# light that does not light



## matts60gto (Sep 18, 2008)

hi, i have an '05 6.0 lt. with a six speed. my question is ther is this little circle about a 1/2'' in size. its in the tach. just above and to the right of were it says RPM. looks like a light, is it and any one know what its for? i'm thinking its a shift light? but it does not light up ever.


----------



## silversport (Mar 23, 2007)

it IS the shift light but they don't work from the factory here in the States...
http://www.gtoforum.com/f41/gto-shift-light-10692/
check this thread and see the avatar on post #9...his is lit and he is the guy who can make yours light up if you have to have it...good luck...

Bill


----------



## matts60gto (Sep 18, 2008)

thanks bill, just not shure i want to send the instrument cluster out of state. i'm prity shure its expensive to replace. i'll look in to it locally to see what i come up with.


----------



## macgto7004 (Jul 22, 2007)

matts60gto said:


> thanks bill, just not shure i want to send the instrument cluster out of state. i'm prity shure its expensive to replace. i'll look in to it locally to see what i come up with.


Send a PM to thedak. I believe that he has figured out how to turn that light on.

mac


----------



## Ninjured (Apr 28, 2006)

matts60gto said:


> thanks bill, just not shure i want to send the instrument cluster out of state. i'm prity shure its expensive to replace. i'll look in to it locally to see what i come up with.


Good luck finding someone else. Lots of people say that but never do. I had it done and am pleased. I paid a butt load for shipping but sent it out on a Wednesday afternoon and had it back Friday morning. I insured my shipment and there are only 6 screws to remove your cluster.

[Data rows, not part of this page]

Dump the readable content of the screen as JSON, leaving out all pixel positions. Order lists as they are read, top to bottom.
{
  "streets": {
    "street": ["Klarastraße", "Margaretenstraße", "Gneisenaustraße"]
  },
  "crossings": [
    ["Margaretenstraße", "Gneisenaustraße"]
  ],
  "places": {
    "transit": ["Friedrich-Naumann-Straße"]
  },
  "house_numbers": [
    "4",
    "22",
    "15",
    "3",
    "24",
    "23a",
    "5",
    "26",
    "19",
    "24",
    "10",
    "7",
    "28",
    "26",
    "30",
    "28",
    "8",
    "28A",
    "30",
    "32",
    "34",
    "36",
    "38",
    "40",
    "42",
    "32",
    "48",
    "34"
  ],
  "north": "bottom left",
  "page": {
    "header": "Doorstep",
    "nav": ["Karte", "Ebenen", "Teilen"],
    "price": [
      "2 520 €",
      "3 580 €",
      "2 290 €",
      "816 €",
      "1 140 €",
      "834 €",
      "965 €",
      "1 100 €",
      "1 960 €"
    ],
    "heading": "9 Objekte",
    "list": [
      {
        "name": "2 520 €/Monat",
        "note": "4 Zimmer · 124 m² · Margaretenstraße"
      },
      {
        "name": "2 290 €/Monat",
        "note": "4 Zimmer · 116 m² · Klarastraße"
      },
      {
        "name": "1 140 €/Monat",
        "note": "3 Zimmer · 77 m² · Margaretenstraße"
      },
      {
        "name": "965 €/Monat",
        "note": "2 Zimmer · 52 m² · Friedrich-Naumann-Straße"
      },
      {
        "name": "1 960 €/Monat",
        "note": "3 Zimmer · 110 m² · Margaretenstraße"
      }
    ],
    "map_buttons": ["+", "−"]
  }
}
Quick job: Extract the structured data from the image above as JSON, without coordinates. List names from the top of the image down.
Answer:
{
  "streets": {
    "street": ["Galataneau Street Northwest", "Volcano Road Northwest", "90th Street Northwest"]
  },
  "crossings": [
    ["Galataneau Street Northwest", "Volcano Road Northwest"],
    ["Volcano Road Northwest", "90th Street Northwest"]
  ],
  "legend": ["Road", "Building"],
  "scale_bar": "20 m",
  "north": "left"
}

BTW, Chris White has done 100's of GTO's including going to GTO events for group buys, etc. Check out his site, he does more than just turning the shift light on... White Auto & Media - Instrument Cluster Programming


----------



## PDQ GTO (Jun 21, 2007)

Too darn small for my eyes... Wonder if anyone makes a shift light that also has sound? Did some light searching and came-up empty.


----------



## silversport (Mar 23, 2007)

click on the link above your post...Chris White can...nice website...
Bill


----------



## GTO JUDGE (May 14, 2005)

That shift light is more of a novelty than it is a necessary feature. You shouldn't need a little light, or chime to tell you when to shift, the sound of the RPM's of the engine is your shift feature. If one is unsure when to shift, that person shouldn't be driving a car like this until they have learned to fully navigate a manual trans. Now, if the driver has a hearing impairment, that's a different story. I do think that if a feature is in the car it should be operable from factory. Personally for me anyway, removing it sending it off to be programed shelling out $$ and reinstalling it is not worth it just to see a light illuminate telling you OK it's time to shift, when you should be watching the road in the first place not the light.


----------



## Rukee (Feb 8, 2007)

Why when I think of a sound shift indicator I automatically start thinking of a squeaky little voice screaming "Shift! Shift you Moron, shift!!"


----------